__What to produce__: Copy every line of the data below exactly as given, except for the pictures.

Stored data:
- Opening Delimiter -
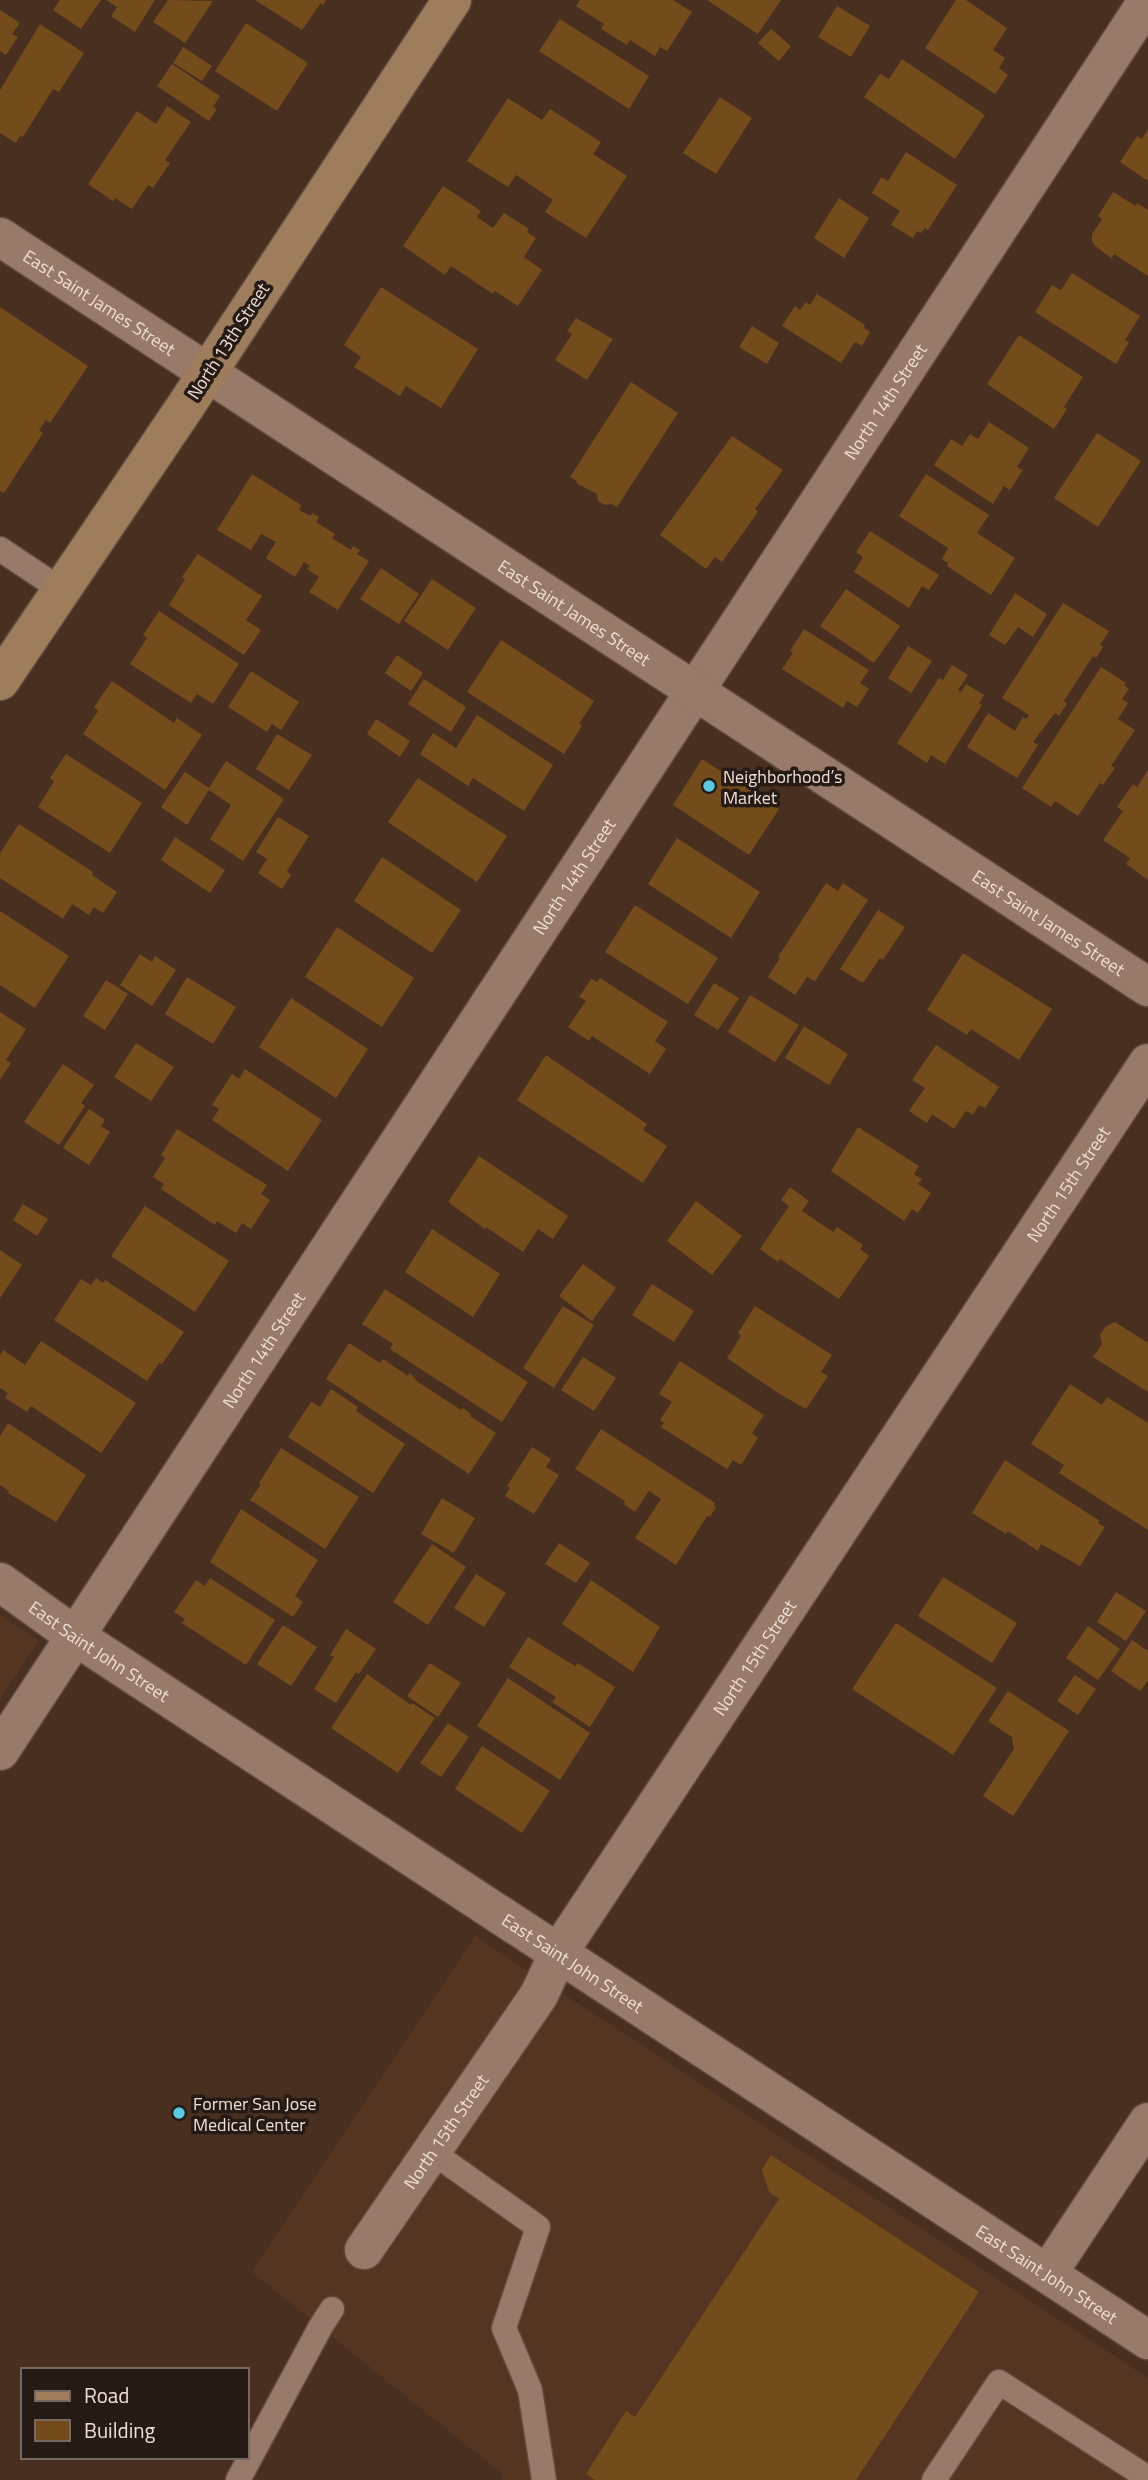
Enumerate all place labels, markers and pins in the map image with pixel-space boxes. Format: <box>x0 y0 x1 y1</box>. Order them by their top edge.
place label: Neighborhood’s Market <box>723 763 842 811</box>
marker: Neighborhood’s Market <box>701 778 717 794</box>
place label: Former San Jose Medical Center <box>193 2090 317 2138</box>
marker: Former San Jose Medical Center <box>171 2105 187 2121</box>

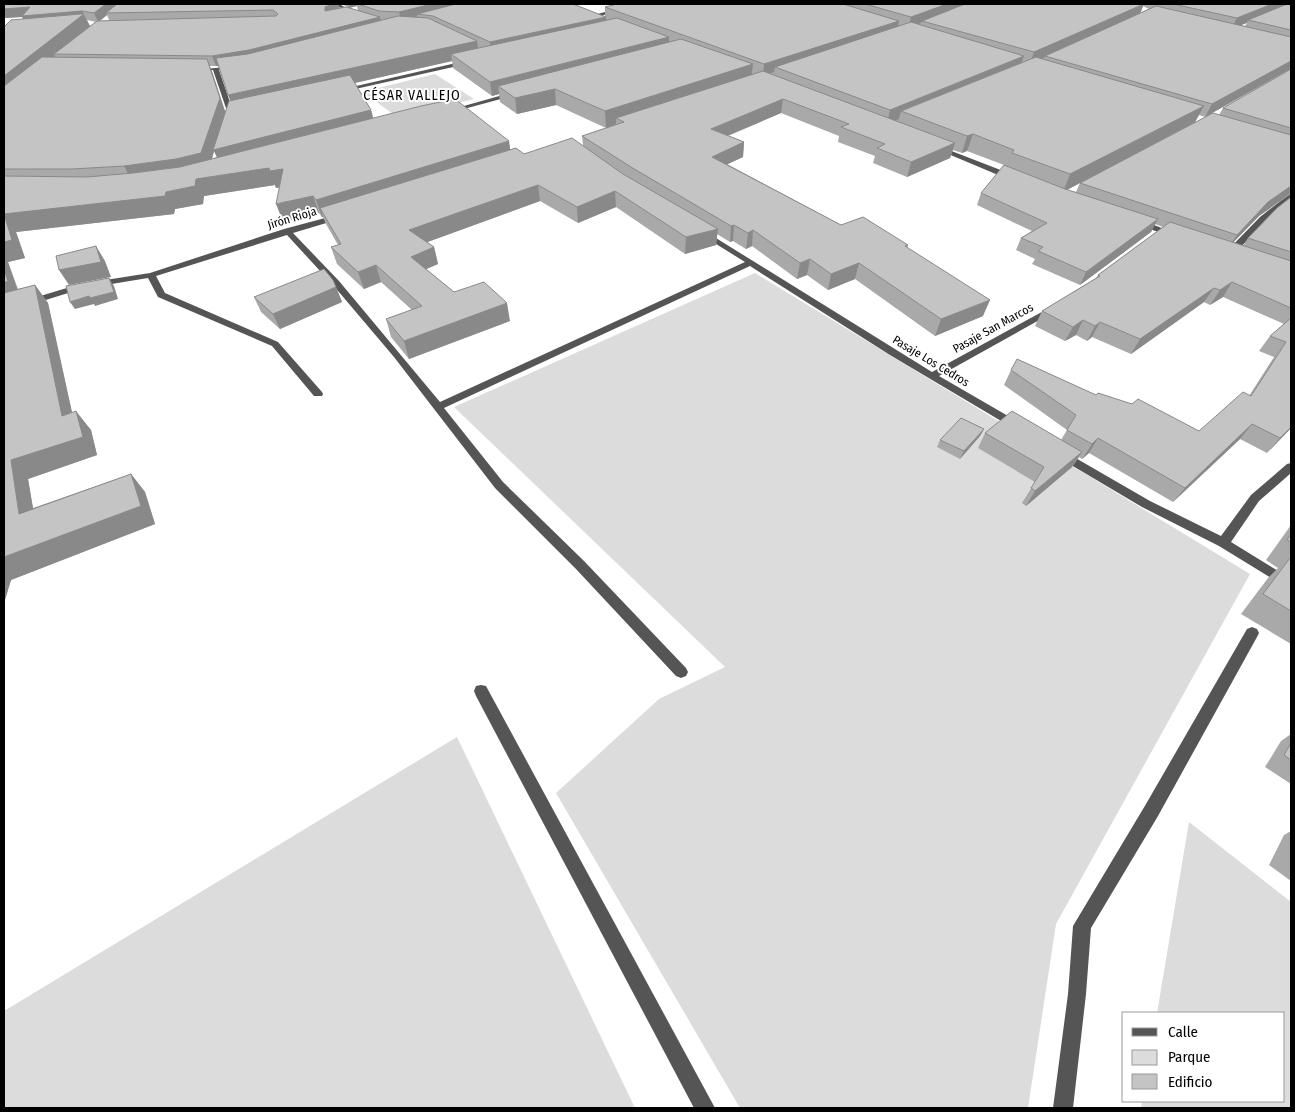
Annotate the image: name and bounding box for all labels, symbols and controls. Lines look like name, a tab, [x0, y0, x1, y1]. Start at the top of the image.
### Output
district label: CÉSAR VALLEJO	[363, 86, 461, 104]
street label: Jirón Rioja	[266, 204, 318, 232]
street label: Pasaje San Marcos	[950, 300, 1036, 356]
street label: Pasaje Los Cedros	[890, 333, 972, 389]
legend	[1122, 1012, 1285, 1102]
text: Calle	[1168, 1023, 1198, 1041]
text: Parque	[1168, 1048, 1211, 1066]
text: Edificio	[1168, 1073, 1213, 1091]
- Closing Delimiter -
__Expected answer__:
Enumerate all place labels, markers and pins in the map image with pixel-space boxes. Format: <box>x0 y0 x1 y1</box>. Order them by their top edge.
place label: Neighborhood’s Market <box>723 763 842 811</box>
marker: Neighborhood’s Market <box>701 778 717 794</box>
place label: Former San Jose Medical Center <box>193 2090 317 2138</box>
marker: Former San Jose Medical Center <box>171 2105 187 2121</box>

Annotate the image: name and bounding box for all labels, symbols and controls. Lines look like name, a tab, [x0, y0, x1, y1]. Start at the top of the image.
### Output
district label: CÉSAR VALLEJO	[363, 86, 461, 104]
street label: Jirón Rioja	[266, 204, 318, 232]
street label: Pasaje San Marcos	[950, 300, 1036, 356]
street label: Pasaje Los Cedros	[890, 333, 972, 389]
legend	[1122, 1012, 1285, 1102]
text: Calle	[1168, 1023, 1198, 1041]
text: Parque	[1168, 1048, 1211, 1066]
text: Edificio	[1168, 1073, 1213, 1091]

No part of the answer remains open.